# Hilton Hawaiian Village Grand Waikikian Tower - Three Bedroom Penthouse Photos



## alwysonvac (May 17, 2015)

Here are a few photos from my HGVC Grand Wakikian three bedroom penthouse stay last September at the Hilton Hawaiian Village.

Here are links to my Albums 
-	HGVC Grand Waikikian Three Bedroom Penthouse villa  https://www.flickr.com/photos/40089311@N05/sets/72157650676101163
-	HGVC Grand Waikikian Penthouse lounge https://www.flickr.com/photos/40089311@N05/sets/72157647925853859
-	HIlton Hawaiian Village Fireworks viewed from the HGVC Grand Waikikian balcony https://www.flickr.com/photos/40089311@N05/sets/72157653000120971/

We were celebrating several milestone birthdays including my 50th and my father’s 80th.
So I decided to splurge on a penthouse villa in the HGVC Grand Waikikian Tower and three bedroom grand villa at Disney’s Aulani. We stay 3 nights at Aulani followed by 4 nights at the Grand Waikikian. I also received a RCI exchange for the following week in a three bedroom villa in the Lagoon Tower using my WorldMark (it matched for the week of my birthday) but that stay didn’t go so well – see earlier thread. 

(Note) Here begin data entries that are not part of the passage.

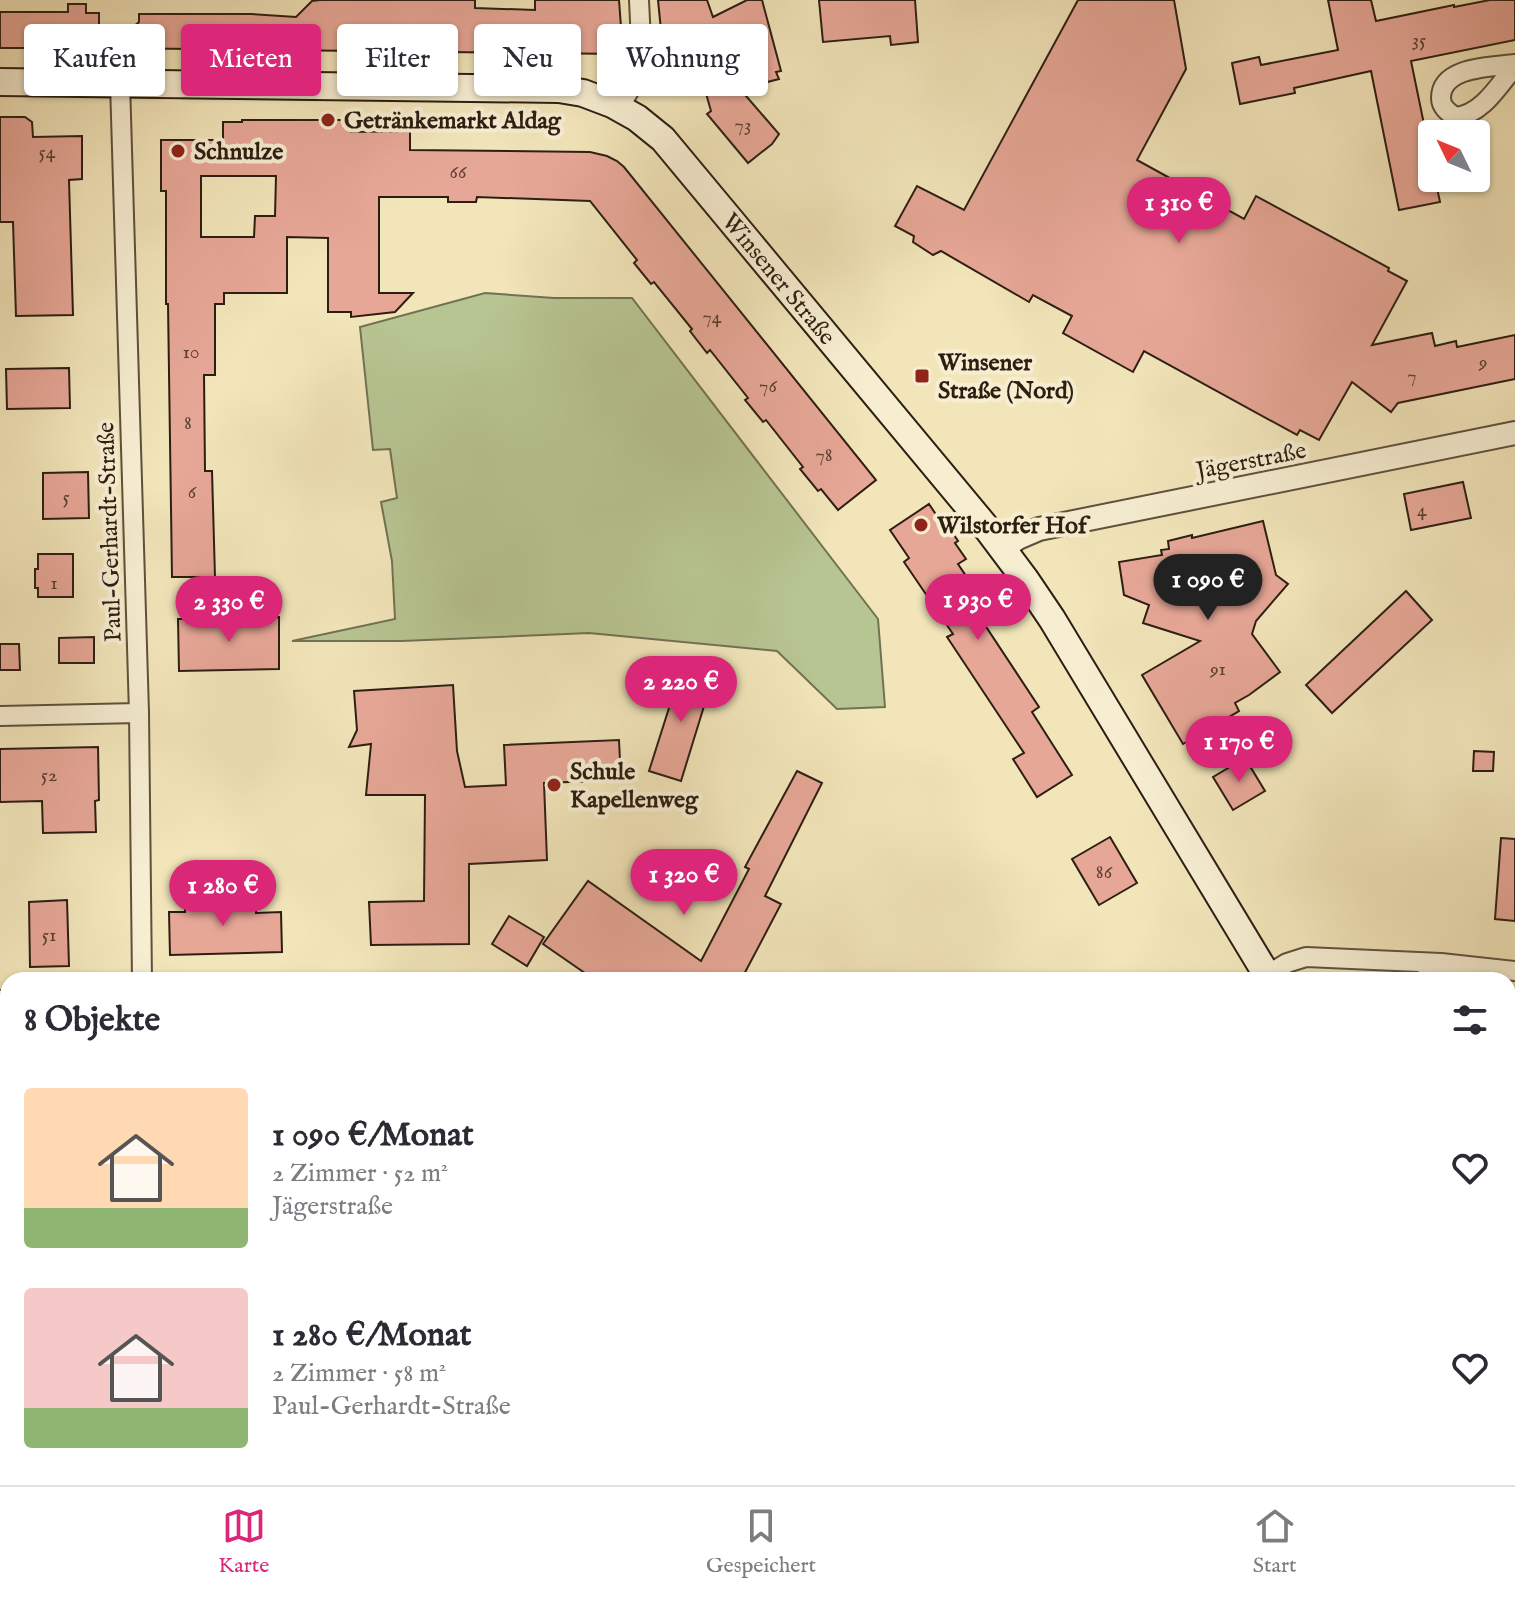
<!DOCTYPE html>
<html lang="de">
<meta charset="utf-8">
<style>
:root{--surface:#fff;--page:#f7f7f7;--text:#2b2b33;--muted:#7c7c81;--line:#e1e1e2;--accent:#db2777}
body{margin:0;font-family:"IM FELL English",serif;background:var(--page);color:var(--text);height:100vh;display:flex;flex-direction:column;font-size:30px;white-space:nowrap}
*{box-sizing:border-box;margin:0}
p{font-size:26px;color:var(--muted)}
.icon{flex:none;width:44px;height:44px;fill:none;stroke:currentColor;stroke-width:2;stroke-linecap:round;stroke-linejoin:round}
.map{position:relative;flex:1;overflow:hidden}
.panel{position:absolute;left:0px;top:972px;width:1516px;height:514px;display:flex;flex-direction:column;background:var(--surface);border-radius:24px 24px 0 0;box-shadow:0 2px 6px #0004}
.panel>*{flex:none}
.guide{position:absolute;left:24px;top:24px;width:800px;height:72px;display:flex;gap:16px}
.needle{width:52px;rotate:313deg}
.buttons{position:absolute;left:1418px;top:120px;display:grid;gap:16px}
.buttons a{display:grid;place-items:center;width:72px;height:72px;border-radius:8px;background:var(--surface);box-shadow:0 2px 6px #0004;font-size:40px}
.price{position:absolute;translate:-50% -68px;padding:0 18px;border-radius:28px;background:var(--accent);color:#fff;font-size:26px;line-height:52px;filter:drop-shadow(0 2px 4px #0008)}
.price::after{content:'';position:absolute;left:50%;top:48px;width:24px;height:18px;margin-left:-12px;background:inherit;clip-path:polygon(0 0,100% 0,50% 100%)}
.price.selected{background:#222;color:#fff}
ul{padding:0;list-style:none}
li{display:flex;align-items:center;gap:24px;height:200px;padding:0 24px}
li span{display:grid;place-items:center;flex:none;width:224px;height:160px;border-radius:8px;color:#555}
li>.icon{margin-inline-start:auto}
span .icon{width:96px;height:96px;fill:#fffc;stroke-width:1}
li b{font-size:34px}
h2{display:flex;justify-content:space-between;align-items:center;height:96px;padding:0 24px;font-size:34px}
.pill{padding:0 28px;border-radius:8px;background:var(--surface);box-shadow:0 2px 6px #0004;font-size:28px;line-height:72px}
.pill.selected{background:var(--accent);color:#fff}
.menu{display:flex;justify-content:space-around;align-items:center;height:112px;border-top:2px solid var(--line);background:var(--surface);font-size:22px;color:var(--muted)}
.menu a{display:grid;justify-items:center;gap:4px}
.menu .selected{color:var(--accent)}
.map>svg:first-child{display:block}
</style>
<div class="map">
<svg width="1515" height="1485" viewBox="0 0 1515 1485">
<rect width="100%" height="100%" fill="#f2e5ba"/>
<filter id="stains"><feTurbulence type="fractalNoise" baseFrequency=".0025" numOctaves="4"/><feColorMatrix values="0 0 0 0 .2 0 0 0 0 .09 0 0 0 0 .02 0 0 0 .5 -.17"/></filter>
<radialGradient id="worn" r=".72"><stop offset=".6" stop-color="#630" stop-opacity="0"/><stop offset="1" stop-color="#630" stop-opacity=".3"/></radialGradient>
<path fill="#b7c592" stroke="#727252" stroke-width="2" d="M485,293L554,298H632L878,619L885,707L837,709L777,651L589,633L402,641H292L395,619L392,561L381,502L397,498L390,449L373,450L360,327Z"/>
<g fill="#e7a797" stroke="#2d1e12" stroke-width="2" fill-rule="evenodd">
<path d="M320,0H475V8L535,10V0H619L623,54L108,48L139,22V14H251L296,17L312,1Z"/>
<path d="M658,0H707L713,17L747,0H762L781,71L776,72L779,79L740,89L779,134L772,144L748,163L707,114L711,111L692,44L664,60Z"/>
<path d="M819,0H915L918,42L891,45L890,36L823,42Z"/>
<path d="M1078,0H1174L1186,69L1137,160L1244,219L1256,196L1389,268L1388,271L1407,281L1372,345L1432,333L1435,346L1456,341L1457,347L1515,335V379L1398,403L1391,412L1352,382L1319,440L1300,430L1297,435L1144,351L1133,372L1063,333L1072,316L1033,295L1029,302L941,251L933,255L913,242L914,236L895,226L917,186L964,210Z"/>
<path d="M1328,0H1371L1376,21L1454,5V7L1490,0H1515V40L1411,61L1432,163V178H1435L1440,202L1399,210L1371,71L1294,88L1295,93L1240,104L1232,63L1259,57L1261,65L1338,50Z"/>
<path d="M68,4H86V13H99V48H0V12H68Z"/>
<path d="M0,117H25L32,122L33,137L82,136V179L69,180L73,315L16,316L13,222H0Z"/>
<path d="M242,120H351V132L410,131V150L590,152L607,156L617,161L624,167L876,480L838,510L821,489L818,491L800,469L803,467L766,420L763,422L745,400L748,398L710,350L707,353L690,331L692,329L654,282L651,284L634,263L637,260L590,201L477,197L476,202H448V197H379V293H413L395,312L351,317V312H328V238L287,237V293H224V304H215V375H204L205,471H212L215,577H172L168,304H166V191H161V140H223V122H242ZM201,176H276L275,216H255L254,237H201Z"/>
<path d="M69,368L70,408L7,409L6,369Z"/>
<path d="M88,472L89,518L43,519V473Z"/>
<path d="M1463,482L1471,518L1411,530L1404,494Z"/>
<path d="M929,504L937,516L940,514L958,541L955,543L966,559L958,564L989,610L979,616L1039,707L1032,712L1072,775L1037,797L1013,759L1024,753L947,637L953,634L904,562L909,558L890,530Z"/>
<path d="M1263,521L1276,575L1288,584L1256,621L1252,634L1280,672L1249,695L1235,703L1239,711L1183,744L1142,675L1200,641L1143,623L1149,605L1124,595L1119,562L1162,555L1161,550L1169,549L1168,541L1192,535V538Z"/>
<path d="M38,554H73V597H38V588H35V569H38Z"/>
<path d="M1406,591L1432,620L1332,713L1306,685Z"/>
<path d="M279,617V669L179,671L178,619Z"/>
<path d="M94,637V663H59V638Z"/>
<path d="M0,644H19L20,670H0Z"/>
<path d="M682,667L713,677L681,781L649,771Z"/>
<path d="M453,685L457,751L465,787L506,785L504,745L619,740L621,780L544,783L547,860L469,864V944L371,945L369,902L424,901L425,795H366L371,744L349,747L357,730L354,691Z"/>
<path d="M98,747L99,800L95,801L96,832L43,833L42,801L0,802V749Z"/>
<path d="M1474,751L1494,752L1493,771H1473Z"/>
<path d="M1245,758L1265,791L1233,810L1213,777Z"/>
<path d="M797,771L822,783L765,896L781,904L741,980H595L543,944L588,881L701,961L749,869L745,867Z"/>
<path d="M1110,837L1137,883L1099,905L1072,859Z"/>
<path d="M1501,838L1515,839V921L1495,919Z"/>
<path d="M185,891H205V902L256,901V913L281,912L282,952L170,955L169,912H185Z"/>
<path d="M67,900L69,966L30,967L29,902Z"/>
<path d="M509,916L544,937L527,966L492,944Z"/>
</g>
<g fill="none" stroke-linecap="round" stroke-linejoin="round">
<defs>
<g id="minor">
<path d="M1515,64C1493,67 1441,66 1441,98C1441,107 1448,112 1455,117C1482,115 1499,85 1515,66"/>
<path d="M120,83L139,713L142,980"/>
<path d="M619,108L635,81L642,63L639,0"/>
<path d="M0,716L139,713"/>
<path d="M1267,975L1287,963L1306,957L1441,963L1515,971"/>
<path d="M1421,980L1467,971"/>
<path d="M0,1000H8"/>
<path d="M0,1334L8,1327"/>
<path d="M588,1478L603,1485"/>
<path d="M1225,1478L1228,1485"/>
<path d="M340,1485L342,1478"/>
</g>
<path id="tertiary" d="M1002,549L1018,538L1039,529L1515,433"/>
<g id="secondary">
<path id="s1" d="M0,82L559,89L583,93L612,104L637,118L663,139L989,531L1025,579L1052,619L1270,980"/>
<path d="M1508,1383L1515,1394"/>
</g>
</defs>
<use href="#minor" stroke="#5e503c" stroke-width="22"/>
<use href="#tertiary" stroke="#5e503c" stroke-width="26"/>
<use href="#secondary" stroke="#2d1e12" stroke-width="30"/>
<use href="#minor" stroke="#f7eed2" stroke-width="18"/>
<use href="#tertiary" stroke="#f7eed2" stroke-width="22"/>
<use href="#secondary" stroke="#f7eed2" stroke-width="26"/>
</g>
<g fill="#8f2418" stroke="#f7eed2" stroke-width="3">
<circle cx="328" cy="120" r="8"/>
<circle cx="178" cy="151" r="8"/>
<rect x="914" y="368" width="16" height="16" rx="4"/>
<circle cx="921" cy="525" r="8"/>
<circle cx="554" cy="785" r="8"/>
</g>
<g text-anchor="middle" stroke-width="8" stroke-linejoin="round" paint-order="stroke">
<g font-size="20" fill="#5c4033">
<text x="1419" y="46">35</text>
<text x="743" y="131">73</text>
<text x="47" y="158">54</text>
<text x="458" y="178">66</text>
<text x="712" y="323">74</text>
<text x="191" y="358">10</text>
<text x="1483" y="368">9</text>
<text x="1412" y="382">7</text>
<text x="768" y="392">76</text>
<text x="188" y="429">8</text>
<text x="824" y="461">78</text>
<text x="192" y="498">6</text>
<text x="66" y="503">5</text>
<text x="1422" y="516">4</text>
<text x="54" y="589">1</text>
<text x="1218" y="675">91</text>
<text x="49" y="781">52</text>
<text x="1104" y="878">86</text>
<text x="49" y="941">51</text>
</g>
<g font-size="24" font-weight="bold" fill="#2d1e12" stroke="#f7eed2" text-anchor="start">
<text x="344" y="128">Getränkemarkt Aldag</text>
<text x="194" y="159">Schnulze</text>
<text x="938" y="370">Winsener<tspan x="938" dy="28">Straße (Nord)</tspan></text>
<text x="937" y="533">Wilstorfer Hof</text>
<text x="570" y="779">Schule<tspan x="570" dy="28">Kapellenweg</tspan></text>
</g>
<g font-size="24" fill="#2d1e12" stroke="#f7eed2">
<text dy="8" stroke="none"><textPath href="#s1" startOffset="858">Winsener Straße</textPath></text>
<text transform="translate(1251 460) rotate(-11)" y="8">Jägerstraße</text>
<text transform="translate(109 532) rotate(-92)" y="8">Paul-Gerhardt-Straße</text>
</g>
</g>
<rect width="100%" height="100%" filter="url(#stains)"/>
<rect width="100%" height="100%" fill="url(#worn)"/>
</svg>
<div class="buttons">
<a><svg class="needle" viewBox="-14 -14 28 28"><path d="M0-13l5 13h-10z" fill="#e53935"/><path d="M0 13l5-13h-10z" fill="#7c7c81"/></svg></a>
</div>
<b class="price" style="left:1179px;top:245px">1 310 €</b>
<b class="price selected" style="left:1208px;top:622px">1 090 €</b>
<b class="price" style="left:978px;top:642px">1 930 €</b>
<b class="price" style="left:229px;top:644px">2 330 €</b>
<b class="price" style="left:681px;top:724px">2 220 €</b>
<b class="price" style="left:1239px;top:784px">1 170 €</b>
<b class="price" style="left:684px;top:917px">1 320 €</b>
<b class="price" style="left:223px;top:928px">1 280 €</b>
<div class="guide">
<a class="pill">Kaufen</a>
<a class="pill selected">Mieten</a>
<a class="pill">Filter</a>
<a class="pill">Neu</a>
<a class="pill">Wohnung</a>
</div>
<section class="panel">
<h2>8 Objekte<svg class="icon" aria-label="filters" viewBox="0 0 24 24"><path d="M4 7h16M4 17h16"/><circle cx="9" cy="7" r="2"/><circle cx="15" cy="17" r="2"/></svg></h2>
<ul>
<li><span style="background:linear-gradient(#ffd9b3 75%,#8fb573 0)"><svg class="icon" aria-label="home" viewBox="0 0 24 24"><path d="M3 11l9-7 9 7M6 9v11h12V9"/></svg></span><div><b>1 090 €/Monat</b><p>2 Zimmer · 52 m²</p><p>Jägerstraße</p></div><svg class="icon" aria-label="heart" viewBox="0 0 24 24"><path d="M12 20l-8-8c-3-5 5-10 8-4 3-6 11-1 8 4z"/></svg></li>
<li><span style="background:linear-gradient(#f6c9c9 75%,#8fb573 0)"><svg class="icon" aria-label="home" viewBox="0 0 24 24"><path d="M3 11l9-7 9 7M6 9v11h12V9"/></svg></span><div><b>1 280 €/Monat</b><p>2 Zimmer · 58 m²</p><p>Paul-Gerhardt-Straße</p></div><svg class="icon" aria-label="heart" viewBox="0 0 24 24"><path d="M12 20l-8-8c-3-5 5-10 8-4 3-6 11-1 8 4z"/></svg></li>
</ul>
</section>
</div>
<nav class="menu">
<a class="selected"><svg class="icon" aria-label="map" viewBox="0 0 24 24"><path d="M3 6l6-2 6 2 6-2v14l-6 2-6-2-6 2zM9 4v14M15 6v14"/></svg>Karte</a>
<a><svg class="icon" aria-label="saved" viewBox="0 0 24 24"><path d="M7 4h10v16l-5-4-5 4z"/></svg>Gespeichert</a>
<a><svg class="icon" aria-label="home" viewBox="0 0 24 24"><path d="M3 11l9-7 9 7M6 9v11h12V9"/></svg>Start</a>
</nav>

This TUG thread is focusing on my Grand Waikikian penthouse stay at the Hilton Hawaiian Village.  I got extremely lucky and was able to reserve the highest possible floor (room 3902).

In the Grand Waikikian tower, the top five floors are penthouse units with a private check area, concierge and lounge on the 35th floor. There are 24 two bedroom penthouses and 10 three bedroom penthouses. All three bedroom penthouse units in this tower directly face the ocean and have a spectacular expansive view.

All of the Grand Waikikian penthouse units were sold fixed week in a fixed room number. With only 10 three bedroom penthouse units, HGVC members have to call to see if any have been released. I was able to move from a two bedroom penthouse unit which I reserved during Club Season to a three bedroom penthouse which I was able to change at 6 weeks before check-in. 

The 3 Bedroom / 3 Bathroom Penthouse Suites had two king beds, two double beds and a queen-sized sofa bed - see floor layout



















































*Did I think Grand Waikikian penthouse was worth it? Would I do it again?*
It was nice to do it once. If the point requirement wasn’t so high I would recommend trying it. But honestly I prefer the Lagoon Tower two and three bedroom penthouse layouts. The lounge access was nice but not anything special – see earlier thread.  It’s similar to what you would find in a US Hilton Executive Lounge (instead of the offerings found in the International Hilton Executive Lounges). I was also disappointed that they only served Budweiser beer. I expected local Hawaiian beers.


----------



## GregT (May 17, 2015)

Phyllis,

Thank you for the pictures, I'd not seen them before.  I agree with you that there is alot to like, but I also think I would prefer the top floor units at the Lagoon Tower, and frankly, any of the units that are 10th floor or higher.  Interesting, but it did look the property was pretty set back from the ocean.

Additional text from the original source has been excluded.